__Aim of the task__: The number of lines below containing the word "linecap" is all that should be returned.
(Beginning of Material provided)
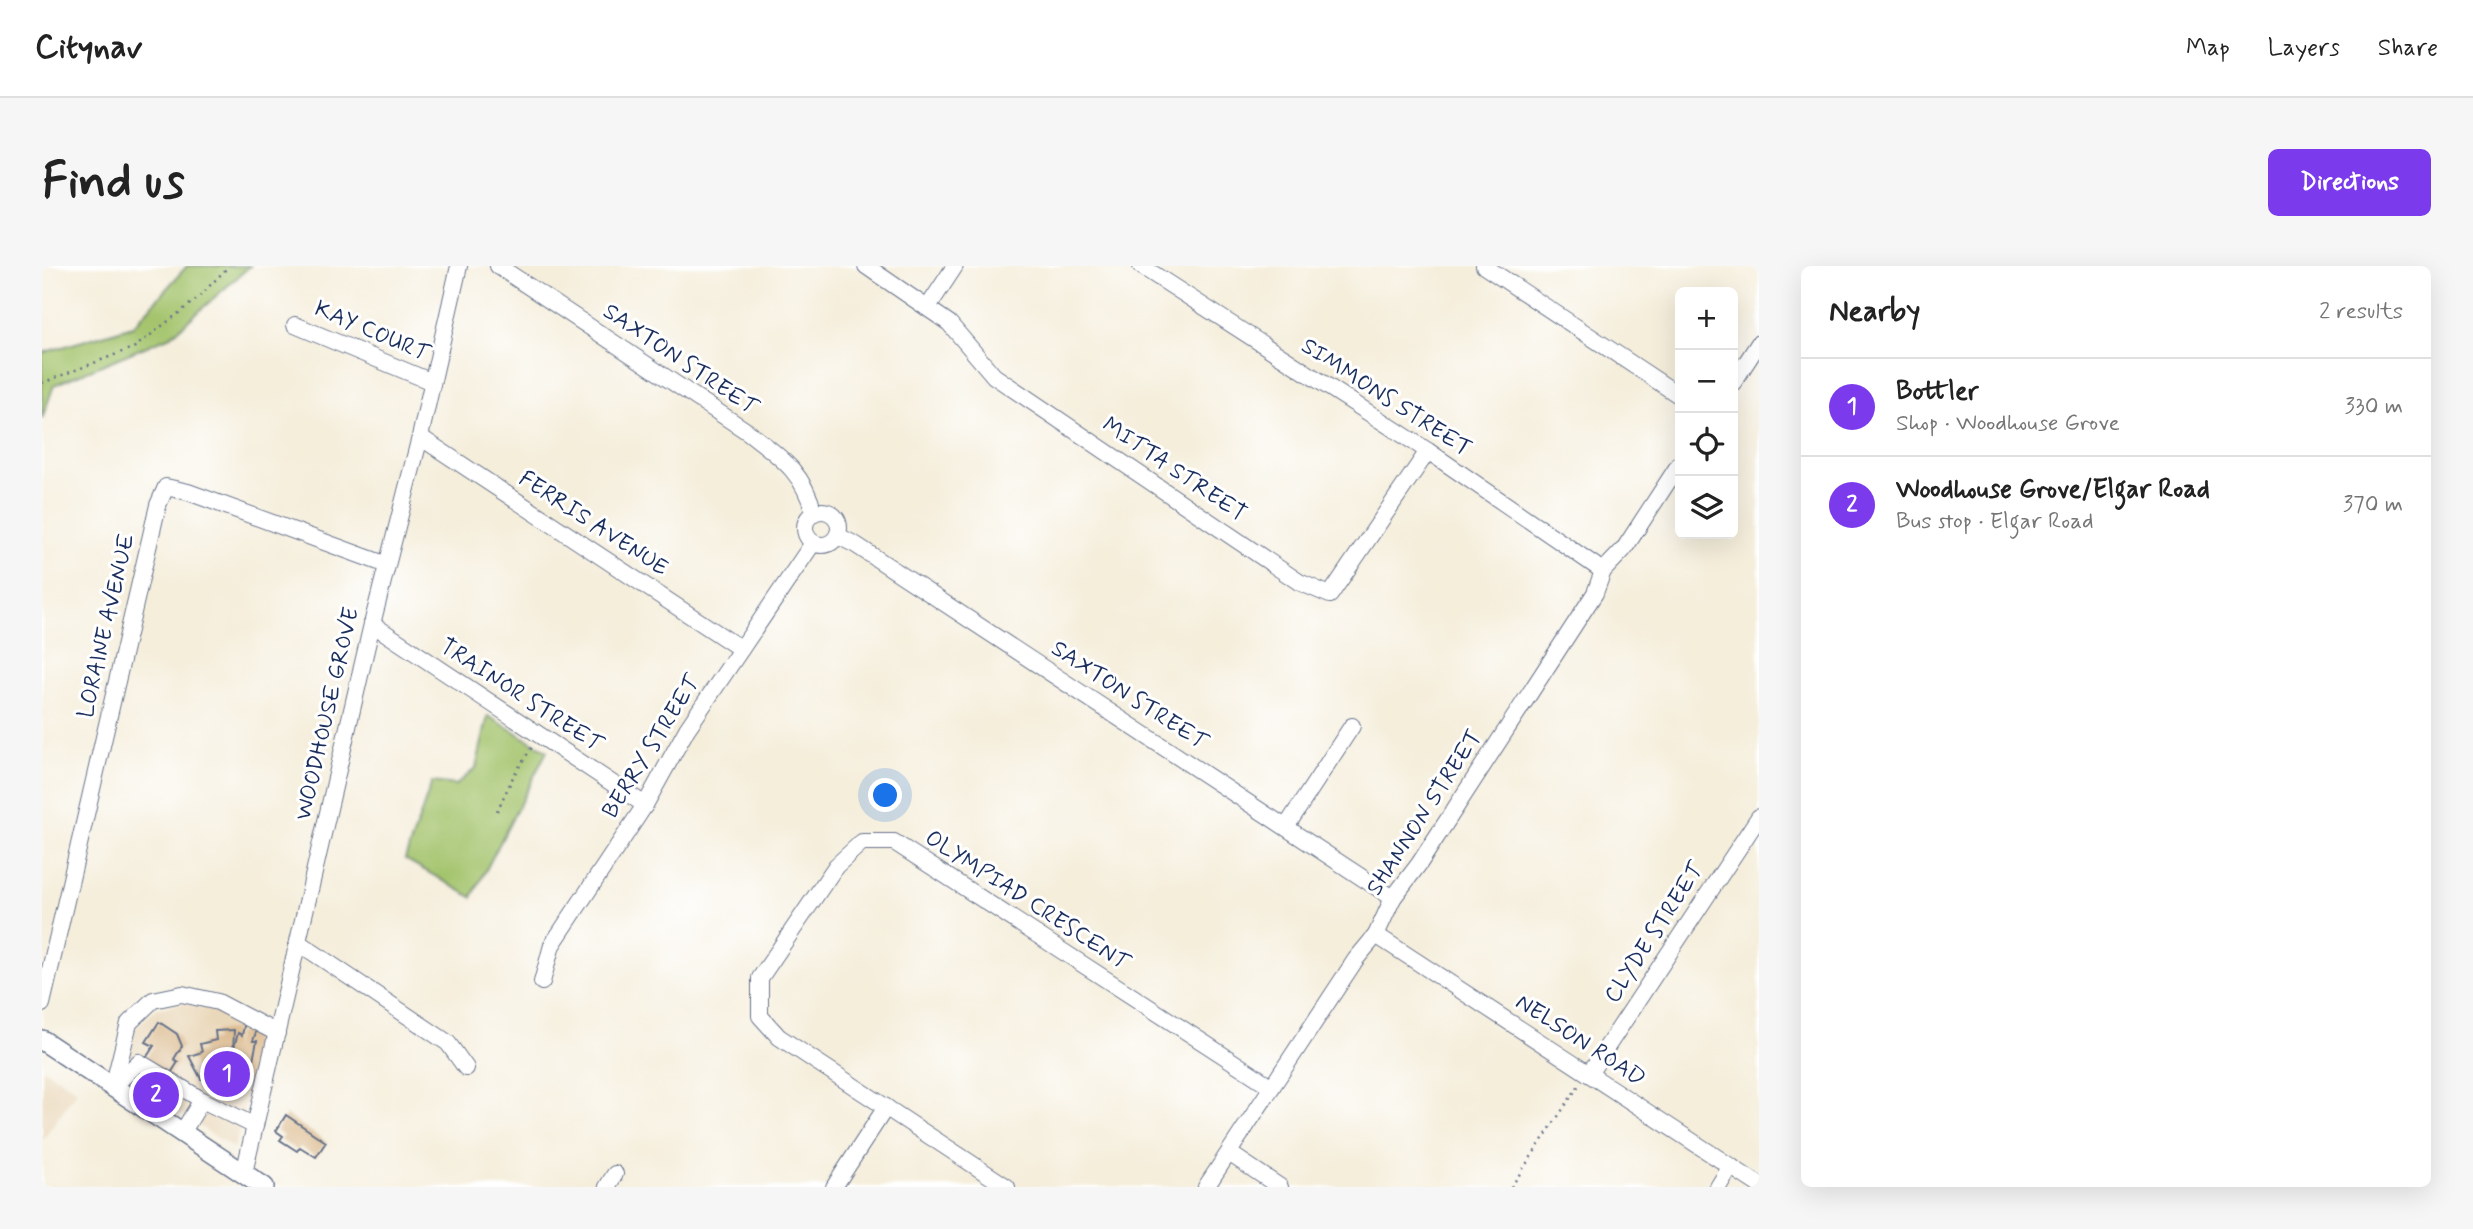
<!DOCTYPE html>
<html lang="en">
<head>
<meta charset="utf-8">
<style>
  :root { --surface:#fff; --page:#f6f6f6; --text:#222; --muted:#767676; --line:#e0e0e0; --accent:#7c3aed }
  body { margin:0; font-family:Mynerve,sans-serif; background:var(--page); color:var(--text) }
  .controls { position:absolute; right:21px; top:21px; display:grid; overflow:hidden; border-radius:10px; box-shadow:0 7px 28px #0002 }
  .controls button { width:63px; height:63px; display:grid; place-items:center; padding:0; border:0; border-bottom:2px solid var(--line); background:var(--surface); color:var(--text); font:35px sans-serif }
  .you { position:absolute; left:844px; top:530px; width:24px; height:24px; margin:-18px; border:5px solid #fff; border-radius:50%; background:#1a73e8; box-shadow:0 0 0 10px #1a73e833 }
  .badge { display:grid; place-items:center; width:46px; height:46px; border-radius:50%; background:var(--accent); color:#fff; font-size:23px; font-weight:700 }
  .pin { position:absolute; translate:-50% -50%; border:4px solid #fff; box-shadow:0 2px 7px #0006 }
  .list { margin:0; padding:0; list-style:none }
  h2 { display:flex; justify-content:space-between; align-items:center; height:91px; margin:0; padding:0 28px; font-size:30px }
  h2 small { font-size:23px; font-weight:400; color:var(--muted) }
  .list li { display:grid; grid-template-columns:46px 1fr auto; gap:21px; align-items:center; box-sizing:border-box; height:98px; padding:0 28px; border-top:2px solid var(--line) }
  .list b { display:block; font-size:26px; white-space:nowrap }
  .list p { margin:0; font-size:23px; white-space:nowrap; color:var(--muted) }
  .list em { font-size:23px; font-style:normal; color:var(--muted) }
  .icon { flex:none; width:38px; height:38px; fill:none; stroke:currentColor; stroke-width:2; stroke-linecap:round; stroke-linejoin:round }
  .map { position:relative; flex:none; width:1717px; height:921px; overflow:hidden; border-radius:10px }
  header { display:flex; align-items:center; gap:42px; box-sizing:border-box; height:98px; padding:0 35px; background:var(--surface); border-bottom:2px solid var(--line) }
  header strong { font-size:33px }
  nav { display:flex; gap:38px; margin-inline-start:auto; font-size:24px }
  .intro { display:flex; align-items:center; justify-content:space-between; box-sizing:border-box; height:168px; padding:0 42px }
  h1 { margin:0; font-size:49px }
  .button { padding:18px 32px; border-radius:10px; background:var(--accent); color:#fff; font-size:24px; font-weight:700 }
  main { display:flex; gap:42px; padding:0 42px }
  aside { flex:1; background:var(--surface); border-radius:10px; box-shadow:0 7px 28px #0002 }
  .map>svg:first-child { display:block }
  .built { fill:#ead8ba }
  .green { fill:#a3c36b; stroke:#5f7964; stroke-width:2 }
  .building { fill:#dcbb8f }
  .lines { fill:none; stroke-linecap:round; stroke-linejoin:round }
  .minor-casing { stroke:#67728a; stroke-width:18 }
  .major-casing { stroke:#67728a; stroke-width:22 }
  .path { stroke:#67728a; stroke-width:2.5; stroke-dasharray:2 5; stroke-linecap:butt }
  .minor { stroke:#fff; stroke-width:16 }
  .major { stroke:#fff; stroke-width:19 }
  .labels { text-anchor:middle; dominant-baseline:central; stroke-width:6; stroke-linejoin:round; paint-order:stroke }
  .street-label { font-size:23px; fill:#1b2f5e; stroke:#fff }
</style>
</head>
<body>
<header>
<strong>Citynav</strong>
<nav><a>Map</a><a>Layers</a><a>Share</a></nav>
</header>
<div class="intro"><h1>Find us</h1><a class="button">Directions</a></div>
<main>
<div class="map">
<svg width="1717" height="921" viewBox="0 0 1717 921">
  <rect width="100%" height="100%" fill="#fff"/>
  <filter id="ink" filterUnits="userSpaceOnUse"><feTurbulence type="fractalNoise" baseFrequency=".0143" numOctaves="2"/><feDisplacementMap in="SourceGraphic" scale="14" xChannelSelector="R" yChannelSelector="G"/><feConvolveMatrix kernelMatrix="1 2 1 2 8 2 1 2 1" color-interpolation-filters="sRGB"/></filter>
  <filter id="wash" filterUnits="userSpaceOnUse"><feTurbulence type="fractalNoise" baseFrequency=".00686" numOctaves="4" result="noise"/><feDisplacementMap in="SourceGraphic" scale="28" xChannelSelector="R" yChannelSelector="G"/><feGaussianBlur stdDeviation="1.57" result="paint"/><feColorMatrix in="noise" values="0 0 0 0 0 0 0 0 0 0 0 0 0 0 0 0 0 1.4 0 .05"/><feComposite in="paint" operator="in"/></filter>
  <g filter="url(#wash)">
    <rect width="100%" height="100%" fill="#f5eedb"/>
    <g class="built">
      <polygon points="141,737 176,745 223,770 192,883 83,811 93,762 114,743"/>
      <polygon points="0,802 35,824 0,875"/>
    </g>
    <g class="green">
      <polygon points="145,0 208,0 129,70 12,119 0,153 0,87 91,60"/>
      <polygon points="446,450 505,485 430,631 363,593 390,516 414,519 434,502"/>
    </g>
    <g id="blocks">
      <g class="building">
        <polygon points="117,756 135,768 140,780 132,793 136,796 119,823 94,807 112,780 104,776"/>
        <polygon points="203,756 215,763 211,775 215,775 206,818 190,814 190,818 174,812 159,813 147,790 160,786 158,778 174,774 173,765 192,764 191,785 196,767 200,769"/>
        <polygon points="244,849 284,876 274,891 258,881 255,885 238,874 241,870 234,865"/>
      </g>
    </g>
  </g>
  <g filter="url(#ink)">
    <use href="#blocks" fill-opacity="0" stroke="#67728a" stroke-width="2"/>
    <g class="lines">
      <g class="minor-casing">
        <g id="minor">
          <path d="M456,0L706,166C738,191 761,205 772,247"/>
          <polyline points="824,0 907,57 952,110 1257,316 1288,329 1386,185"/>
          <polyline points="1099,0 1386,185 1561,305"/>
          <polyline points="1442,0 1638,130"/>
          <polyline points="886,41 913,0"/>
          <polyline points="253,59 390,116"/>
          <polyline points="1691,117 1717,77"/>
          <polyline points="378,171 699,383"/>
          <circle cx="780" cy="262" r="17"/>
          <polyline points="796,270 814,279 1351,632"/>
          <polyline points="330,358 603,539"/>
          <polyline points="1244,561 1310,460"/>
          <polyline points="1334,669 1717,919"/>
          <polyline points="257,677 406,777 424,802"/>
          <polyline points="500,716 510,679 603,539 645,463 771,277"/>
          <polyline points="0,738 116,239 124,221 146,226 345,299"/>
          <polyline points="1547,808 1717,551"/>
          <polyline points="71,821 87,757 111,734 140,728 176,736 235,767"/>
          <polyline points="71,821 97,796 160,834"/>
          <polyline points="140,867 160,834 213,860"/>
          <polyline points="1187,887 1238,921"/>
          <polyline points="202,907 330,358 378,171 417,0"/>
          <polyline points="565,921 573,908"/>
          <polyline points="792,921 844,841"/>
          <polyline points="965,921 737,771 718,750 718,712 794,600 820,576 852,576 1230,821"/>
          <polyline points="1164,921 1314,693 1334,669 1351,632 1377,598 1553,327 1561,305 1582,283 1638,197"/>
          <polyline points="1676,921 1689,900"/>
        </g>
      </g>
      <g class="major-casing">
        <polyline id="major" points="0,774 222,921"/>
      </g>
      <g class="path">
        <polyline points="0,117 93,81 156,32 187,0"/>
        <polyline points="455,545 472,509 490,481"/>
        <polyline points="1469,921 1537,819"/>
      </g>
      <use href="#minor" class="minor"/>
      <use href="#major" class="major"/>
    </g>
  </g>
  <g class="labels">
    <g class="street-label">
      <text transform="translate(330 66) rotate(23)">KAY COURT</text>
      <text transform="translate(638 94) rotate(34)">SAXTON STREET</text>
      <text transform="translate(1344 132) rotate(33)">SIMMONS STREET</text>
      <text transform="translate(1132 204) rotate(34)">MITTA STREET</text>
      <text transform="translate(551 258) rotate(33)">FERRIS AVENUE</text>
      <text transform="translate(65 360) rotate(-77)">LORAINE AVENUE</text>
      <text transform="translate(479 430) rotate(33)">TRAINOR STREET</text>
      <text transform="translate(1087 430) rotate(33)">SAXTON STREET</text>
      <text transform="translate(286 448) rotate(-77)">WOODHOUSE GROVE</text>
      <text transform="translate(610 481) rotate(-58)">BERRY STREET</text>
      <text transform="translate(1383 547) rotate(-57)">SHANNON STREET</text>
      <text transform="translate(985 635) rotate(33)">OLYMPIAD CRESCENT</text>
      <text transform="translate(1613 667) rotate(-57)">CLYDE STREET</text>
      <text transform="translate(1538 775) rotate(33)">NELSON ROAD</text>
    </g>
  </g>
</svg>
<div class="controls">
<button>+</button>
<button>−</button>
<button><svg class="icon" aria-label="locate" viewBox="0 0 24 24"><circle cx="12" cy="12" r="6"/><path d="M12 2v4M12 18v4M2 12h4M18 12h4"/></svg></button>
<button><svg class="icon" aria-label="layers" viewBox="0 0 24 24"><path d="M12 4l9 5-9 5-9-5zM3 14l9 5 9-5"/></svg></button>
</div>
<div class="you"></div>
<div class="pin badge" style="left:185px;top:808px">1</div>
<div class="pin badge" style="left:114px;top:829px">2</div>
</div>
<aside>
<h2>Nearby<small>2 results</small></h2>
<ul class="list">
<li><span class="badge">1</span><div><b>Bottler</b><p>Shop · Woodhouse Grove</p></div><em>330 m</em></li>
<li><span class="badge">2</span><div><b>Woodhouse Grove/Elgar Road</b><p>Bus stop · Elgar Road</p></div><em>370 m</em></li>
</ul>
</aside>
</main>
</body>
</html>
(End of Material provided)
__Solved problem__: 3